*** INFORMATION GIVEN Section Begins ***

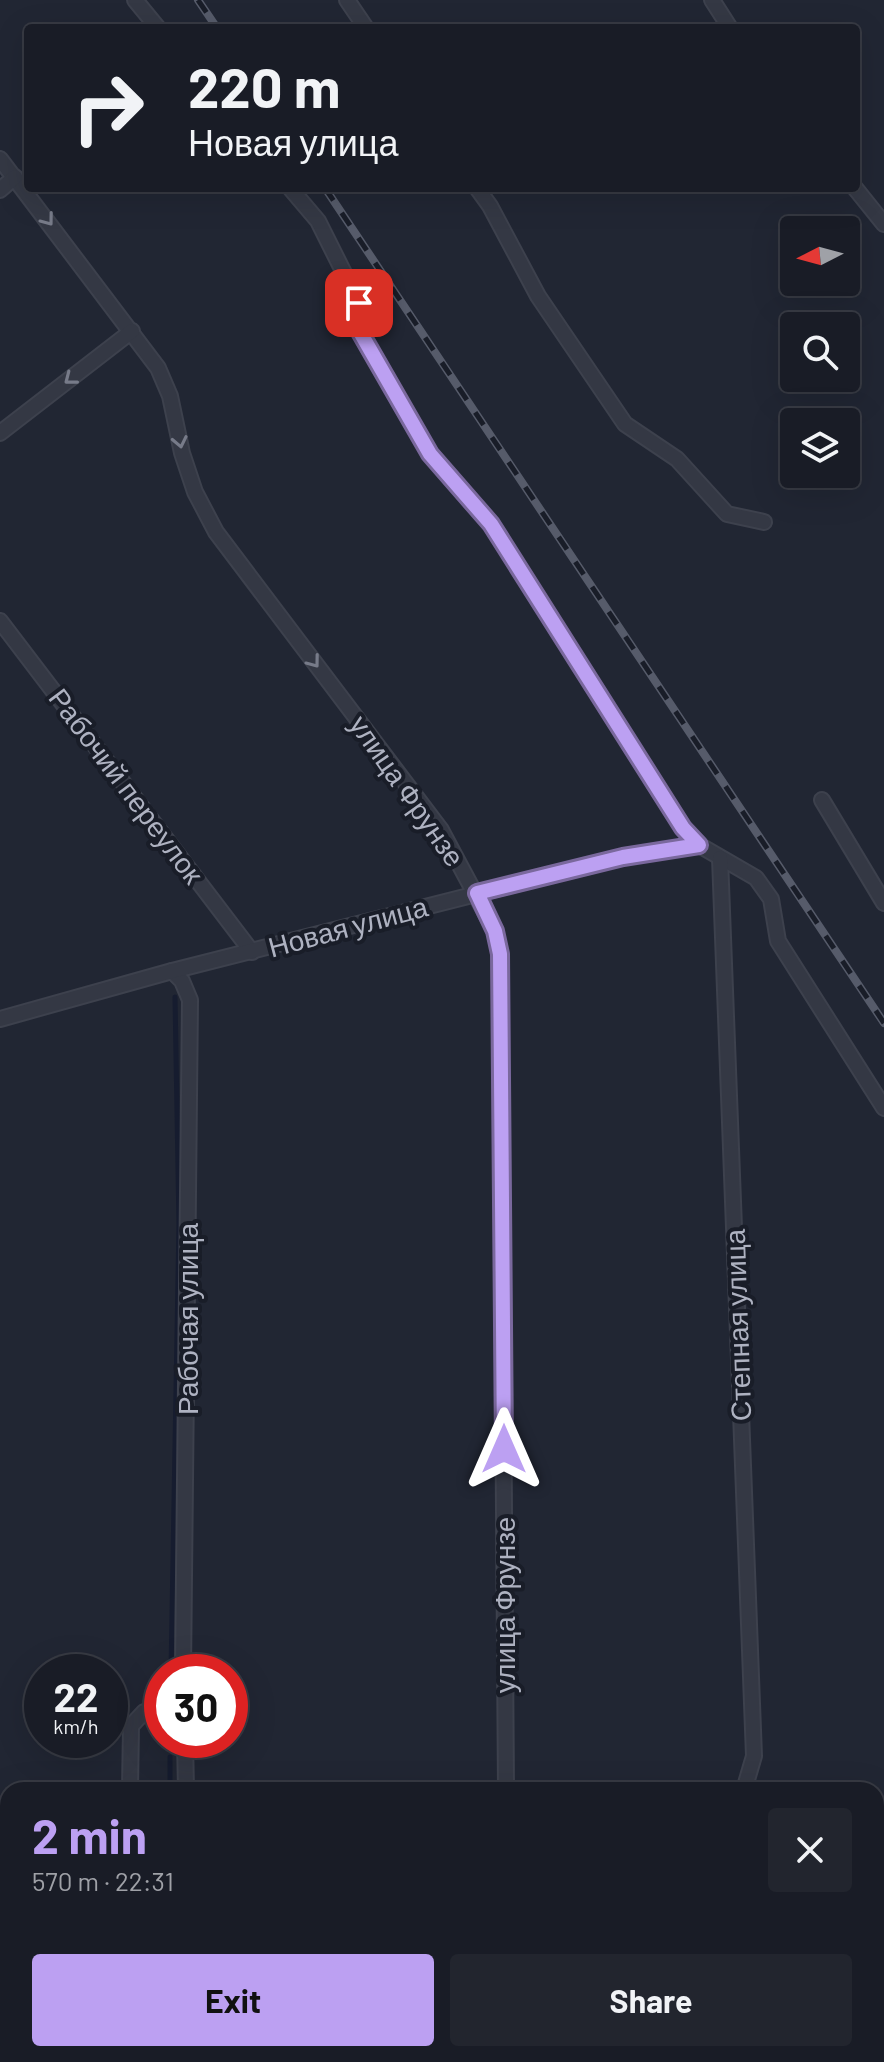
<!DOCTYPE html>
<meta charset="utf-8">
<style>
:root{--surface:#191c26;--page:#22252e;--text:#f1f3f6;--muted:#9fa1a7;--line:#373a43;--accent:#bca0f2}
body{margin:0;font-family:Barlow,sans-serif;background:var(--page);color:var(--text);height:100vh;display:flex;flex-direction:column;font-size:30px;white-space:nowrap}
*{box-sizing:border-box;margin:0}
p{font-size:26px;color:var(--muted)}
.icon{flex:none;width:44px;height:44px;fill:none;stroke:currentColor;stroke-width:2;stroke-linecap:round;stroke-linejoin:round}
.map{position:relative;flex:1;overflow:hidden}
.sheet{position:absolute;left:0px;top:1782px;width:884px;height:280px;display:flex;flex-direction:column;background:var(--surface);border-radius:24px 24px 0 0;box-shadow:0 8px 32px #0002,0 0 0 2px var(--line)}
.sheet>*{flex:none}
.banner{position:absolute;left:24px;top:24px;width:836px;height:168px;border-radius:8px;box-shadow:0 8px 32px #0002,0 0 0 2px var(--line);background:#191c26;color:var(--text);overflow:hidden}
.needle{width:52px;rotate:264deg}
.buttons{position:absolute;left:780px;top:216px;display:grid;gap:16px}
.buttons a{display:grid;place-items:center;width:80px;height:80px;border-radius:8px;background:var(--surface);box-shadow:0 8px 32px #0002,0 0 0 2px var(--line);font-size:40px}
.speed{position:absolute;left:24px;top:1654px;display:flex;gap:16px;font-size:40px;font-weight:700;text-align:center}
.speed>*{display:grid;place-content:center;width:104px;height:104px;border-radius:50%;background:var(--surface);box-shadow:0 8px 32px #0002,0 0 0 2px var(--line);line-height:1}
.speed small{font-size:20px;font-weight:400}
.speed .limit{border:12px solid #d22;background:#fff;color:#111}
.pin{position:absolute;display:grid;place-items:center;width:68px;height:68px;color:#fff;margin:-34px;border-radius:16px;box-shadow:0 4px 12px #0006}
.me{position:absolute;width:88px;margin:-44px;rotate:0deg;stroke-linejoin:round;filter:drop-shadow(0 0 6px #0008)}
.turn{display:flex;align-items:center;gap:28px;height:168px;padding:0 32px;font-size:36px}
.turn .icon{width:104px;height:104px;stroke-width:2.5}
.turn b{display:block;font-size:56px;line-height:68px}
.round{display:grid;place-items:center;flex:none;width:84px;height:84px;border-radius:8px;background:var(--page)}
.head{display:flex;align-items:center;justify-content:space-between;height:136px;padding:0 32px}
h1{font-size:48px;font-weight:700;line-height:60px;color:var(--accent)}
.primary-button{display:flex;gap:16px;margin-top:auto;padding:16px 32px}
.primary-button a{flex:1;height:92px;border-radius:8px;background:var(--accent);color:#111;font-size:32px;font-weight:700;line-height:92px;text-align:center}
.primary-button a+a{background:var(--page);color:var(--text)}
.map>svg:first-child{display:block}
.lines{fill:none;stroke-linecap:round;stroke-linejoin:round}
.stream{stroke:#161c2f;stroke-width:5}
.street-casing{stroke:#3d414d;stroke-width:18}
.street{stroke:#343844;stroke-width:14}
.rail-casing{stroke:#565b6a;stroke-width:8}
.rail{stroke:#191d28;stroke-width:5;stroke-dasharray:15;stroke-linecap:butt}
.oneway{stroke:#777b89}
.route-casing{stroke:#7a689d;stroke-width:20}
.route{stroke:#bca0f2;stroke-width:14}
.labels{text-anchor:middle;stroke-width:8;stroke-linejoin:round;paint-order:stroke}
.street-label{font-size:28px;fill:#aeb2c1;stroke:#191d28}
</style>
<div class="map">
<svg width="884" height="2062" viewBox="0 0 884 2062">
<rect width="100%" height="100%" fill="#212633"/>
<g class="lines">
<!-- stream -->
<g class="stream">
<path d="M171,1672l8,-448 -4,-227"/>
<path d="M170,1757v33"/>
<path d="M0,1899h8"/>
</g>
<!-- street casing -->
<g class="street-casing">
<g id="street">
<path d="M135,0l23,28"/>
<path d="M347,0l19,28"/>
<path d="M712,0l18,28"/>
<path d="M0,159l158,209 12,28 12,57 13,39 21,40 225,298 54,101 5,23 6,836"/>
<path d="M290,188l28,33 41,82 -3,22 74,129 61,70 192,304 16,17 57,33 15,21 7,42 106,167"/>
<path d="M477,188l13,18 48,90 87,128 52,35 50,55 37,8"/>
<path d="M855,188l29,36"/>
<path d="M0,190l15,-13"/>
<path d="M0,433l132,-102"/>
<path d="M0,621l252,331"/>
<path d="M822,800l62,103"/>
<path d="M720,858l34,898 -10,34"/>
<path d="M172,971l10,10 8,19 -7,672"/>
<path d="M0,1019l172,-48 451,-114 76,-12"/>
<path d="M185,1740l1,50"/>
<path d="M130,1790l1,-64 13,-14 18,-4"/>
<path d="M140,2054v8"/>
<path d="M507,2054v8"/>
<path d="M739,2054l1,8"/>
<path d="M786,2054v8"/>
<path d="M207,2062l1,-8"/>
</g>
</g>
<!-- street -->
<use href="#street" class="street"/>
<!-- rail casing -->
<g class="rail-casing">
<g id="rail">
<path d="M198,0l19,28"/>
<path d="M325,188l559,835"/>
</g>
</g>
<!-- rail -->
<use href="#rail" class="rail"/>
</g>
<!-- one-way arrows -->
<defs><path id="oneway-chevron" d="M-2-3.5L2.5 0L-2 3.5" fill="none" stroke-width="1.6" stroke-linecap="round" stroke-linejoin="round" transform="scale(2)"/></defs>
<g class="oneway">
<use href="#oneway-chevron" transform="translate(48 220) rotate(53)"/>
<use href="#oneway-chevron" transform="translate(70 379) rotate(142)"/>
<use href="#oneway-chevron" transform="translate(180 442) rotate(78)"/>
<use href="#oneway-chevron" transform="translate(314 662) rotate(53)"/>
</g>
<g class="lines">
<!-- route casing -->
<g class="route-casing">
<path id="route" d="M359,303l-3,22 74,129 61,70 192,304 16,17 -76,12 -146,36 18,38 5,23 4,495"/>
</g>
<!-- route -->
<use href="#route" class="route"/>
</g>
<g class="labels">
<!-- street labels -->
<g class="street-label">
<text transform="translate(126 786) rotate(53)" y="10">Рабочий переулок</text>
<text transform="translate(407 791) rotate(55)" y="10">улица Фрунзе</text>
<text transform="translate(348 927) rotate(-15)" y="10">Новая улица</text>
<text transform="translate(188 1319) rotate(-90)" y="10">Рабочая улица</text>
<text transform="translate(738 1325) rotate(-92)" y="10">Степная улица</text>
<text transform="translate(505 1605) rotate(-90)" y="10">улица Фрунзе</text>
</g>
</g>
</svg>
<div class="buttons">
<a><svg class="needle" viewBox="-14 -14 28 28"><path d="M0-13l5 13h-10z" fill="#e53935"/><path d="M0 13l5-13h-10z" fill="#9fa1a7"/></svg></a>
<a><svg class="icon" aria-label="search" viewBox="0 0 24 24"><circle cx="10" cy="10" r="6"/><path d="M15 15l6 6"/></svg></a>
<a><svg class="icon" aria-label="layers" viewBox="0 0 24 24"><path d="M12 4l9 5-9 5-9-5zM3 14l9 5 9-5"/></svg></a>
</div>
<div class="speed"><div>22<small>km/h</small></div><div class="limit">30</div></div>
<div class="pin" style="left:359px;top:303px;background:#d93025"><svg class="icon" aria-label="arrive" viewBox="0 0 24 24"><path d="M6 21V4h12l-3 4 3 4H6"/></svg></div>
<svg class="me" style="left:504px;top:1449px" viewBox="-20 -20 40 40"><path d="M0-17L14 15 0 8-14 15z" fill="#bca0f2" stroke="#fff" stroke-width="4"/></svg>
<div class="banner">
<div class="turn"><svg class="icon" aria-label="right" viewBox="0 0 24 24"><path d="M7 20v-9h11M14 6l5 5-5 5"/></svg><div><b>220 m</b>Новая улица</div></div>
</div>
<section class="sheet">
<div class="head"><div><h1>2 min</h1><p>570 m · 22:31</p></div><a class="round"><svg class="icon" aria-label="close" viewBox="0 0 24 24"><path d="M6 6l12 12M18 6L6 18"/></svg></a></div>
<div class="primary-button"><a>Exit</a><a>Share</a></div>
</section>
</div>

*** INFORMATION GIVEN Section Ends ***

PROBLEM REQUIREMENTS: In the entries above, find each line with the word "buttons" and copy it.

ANSWER FOR THE TASK:
.buttons{position:absolute;left:780px;top:216px;display:grid;gap:16px}
.buttons a{display:grid;place-items:center;width:80px;height:80px;border-radius:8px;background:var(--surface);box-shadow:0 8px 32px #0002,0 0 0 2px var(--line);font-size:40px}
<div class="buttons">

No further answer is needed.